It’s a not uncommon phenomena in American politics for left and right to circumnavigate the spectrum and forge periodic and unlikely alliances. This is particularly prone to occur when elements of the right succumb to the temptations of populist ideology.
Adopting something of a populist slant isn’t entirely without merit, especially considering our political institutions are democratic in nature and that a central tenet of American political structure is that government is conditional upon the consent of the governed. One of the most fundamental questions that has occupied western political thought for a few centuries now is the identification of the tipping point between legitimate popular consent and mob rule. Radicalism in its various forms has traditionally leaned towards the mob — French revolutionaries, Irish Fenians, Russian Bolsheviks and Third World liberation movements — while conservative polities has tended to favor existing orders.

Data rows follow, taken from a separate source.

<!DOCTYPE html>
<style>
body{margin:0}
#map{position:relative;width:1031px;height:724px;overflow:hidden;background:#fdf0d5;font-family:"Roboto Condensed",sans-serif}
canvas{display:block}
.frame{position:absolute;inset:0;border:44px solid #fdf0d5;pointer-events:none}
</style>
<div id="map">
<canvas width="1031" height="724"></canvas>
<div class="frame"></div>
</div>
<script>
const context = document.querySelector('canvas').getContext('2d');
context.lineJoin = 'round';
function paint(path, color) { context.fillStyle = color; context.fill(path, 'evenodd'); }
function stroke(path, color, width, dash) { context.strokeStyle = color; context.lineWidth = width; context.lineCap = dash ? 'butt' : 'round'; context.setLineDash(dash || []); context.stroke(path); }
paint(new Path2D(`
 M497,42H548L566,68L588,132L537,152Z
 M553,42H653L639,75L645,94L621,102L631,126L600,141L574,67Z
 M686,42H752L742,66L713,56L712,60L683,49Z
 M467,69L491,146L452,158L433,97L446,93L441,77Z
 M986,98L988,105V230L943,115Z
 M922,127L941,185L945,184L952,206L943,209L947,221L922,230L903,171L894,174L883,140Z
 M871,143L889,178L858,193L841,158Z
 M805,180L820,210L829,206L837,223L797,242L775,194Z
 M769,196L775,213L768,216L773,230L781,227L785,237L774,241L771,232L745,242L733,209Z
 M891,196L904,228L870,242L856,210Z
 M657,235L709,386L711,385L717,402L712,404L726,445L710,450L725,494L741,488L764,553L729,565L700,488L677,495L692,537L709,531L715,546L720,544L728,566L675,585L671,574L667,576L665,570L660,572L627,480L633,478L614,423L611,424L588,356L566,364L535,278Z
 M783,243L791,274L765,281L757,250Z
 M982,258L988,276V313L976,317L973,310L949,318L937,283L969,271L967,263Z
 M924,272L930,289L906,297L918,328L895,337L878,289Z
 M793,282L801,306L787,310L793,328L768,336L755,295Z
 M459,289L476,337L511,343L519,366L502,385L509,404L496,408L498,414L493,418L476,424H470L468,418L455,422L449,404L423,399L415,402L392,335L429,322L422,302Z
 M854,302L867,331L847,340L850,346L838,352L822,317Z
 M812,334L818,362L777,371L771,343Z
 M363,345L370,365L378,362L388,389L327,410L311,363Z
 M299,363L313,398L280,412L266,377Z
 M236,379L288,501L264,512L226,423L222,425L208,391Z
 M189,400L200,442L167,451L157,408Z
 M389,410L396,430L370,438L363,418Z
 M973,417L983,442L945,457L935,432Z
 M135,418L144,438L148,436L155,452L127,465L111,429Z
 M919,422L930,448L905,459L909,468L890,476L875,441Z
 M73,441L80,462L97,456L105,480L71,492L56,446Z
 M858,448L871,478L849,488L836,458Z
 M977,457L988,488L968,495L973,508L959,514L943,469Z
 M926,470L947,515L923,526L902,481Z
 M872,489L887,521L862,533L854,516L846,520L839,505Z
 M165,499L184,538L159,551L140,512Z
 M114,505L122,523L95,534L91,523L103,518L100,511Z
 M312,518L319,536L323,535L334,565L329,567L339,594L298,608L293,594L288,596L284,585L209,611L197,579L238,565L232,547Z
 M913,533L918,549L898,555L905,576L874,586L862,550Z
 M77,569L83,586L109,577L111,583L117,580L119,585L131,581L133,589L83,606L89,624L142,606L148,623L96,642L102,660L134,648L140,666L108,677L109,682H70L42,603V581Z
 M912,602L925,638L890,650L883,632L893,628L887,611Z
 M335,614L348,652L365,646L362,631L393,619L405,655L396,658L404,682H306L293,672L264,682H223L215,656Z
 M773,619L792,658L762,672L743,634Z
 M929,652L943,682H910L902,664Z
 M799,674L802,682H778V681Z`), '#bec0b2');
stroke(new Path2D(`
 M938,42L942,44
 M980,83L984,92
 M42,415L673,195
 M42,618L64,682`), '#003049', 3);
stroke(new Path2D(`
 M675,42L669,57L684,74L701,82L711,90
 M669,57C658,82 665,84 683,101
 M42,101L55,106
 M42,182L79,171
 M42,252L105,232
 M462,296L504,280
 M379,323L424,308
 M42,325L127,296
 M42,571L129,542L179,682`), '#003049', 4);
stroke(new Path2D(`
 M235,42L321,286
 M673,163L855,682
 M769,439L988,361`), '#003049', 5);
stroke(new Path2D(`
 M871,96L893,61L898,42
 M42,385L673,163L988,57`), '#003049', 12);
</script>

But as elements of the left have engrained themselves in American political and social institutions over the years, conservatives have found themselves more and more prone to adopting something of an anti-establishmentarian outlook. This is healthy in many respects. It can serve to provide a needed check on the constantly gestating encroachment of liberal policies in those institutions and fits tightly with traditional conservative suspicion of centralized power. But it becomes problematic when it begins to reflexively bend to what William F. Buckley called “political truths that were discovered yesterday at the voting booth.” In other words, conservatives in a democracy must guard against harboring a predilection towards abandoning fealty to traditional institutional structures and inherited wisdom in favor of radical libertine tendencies.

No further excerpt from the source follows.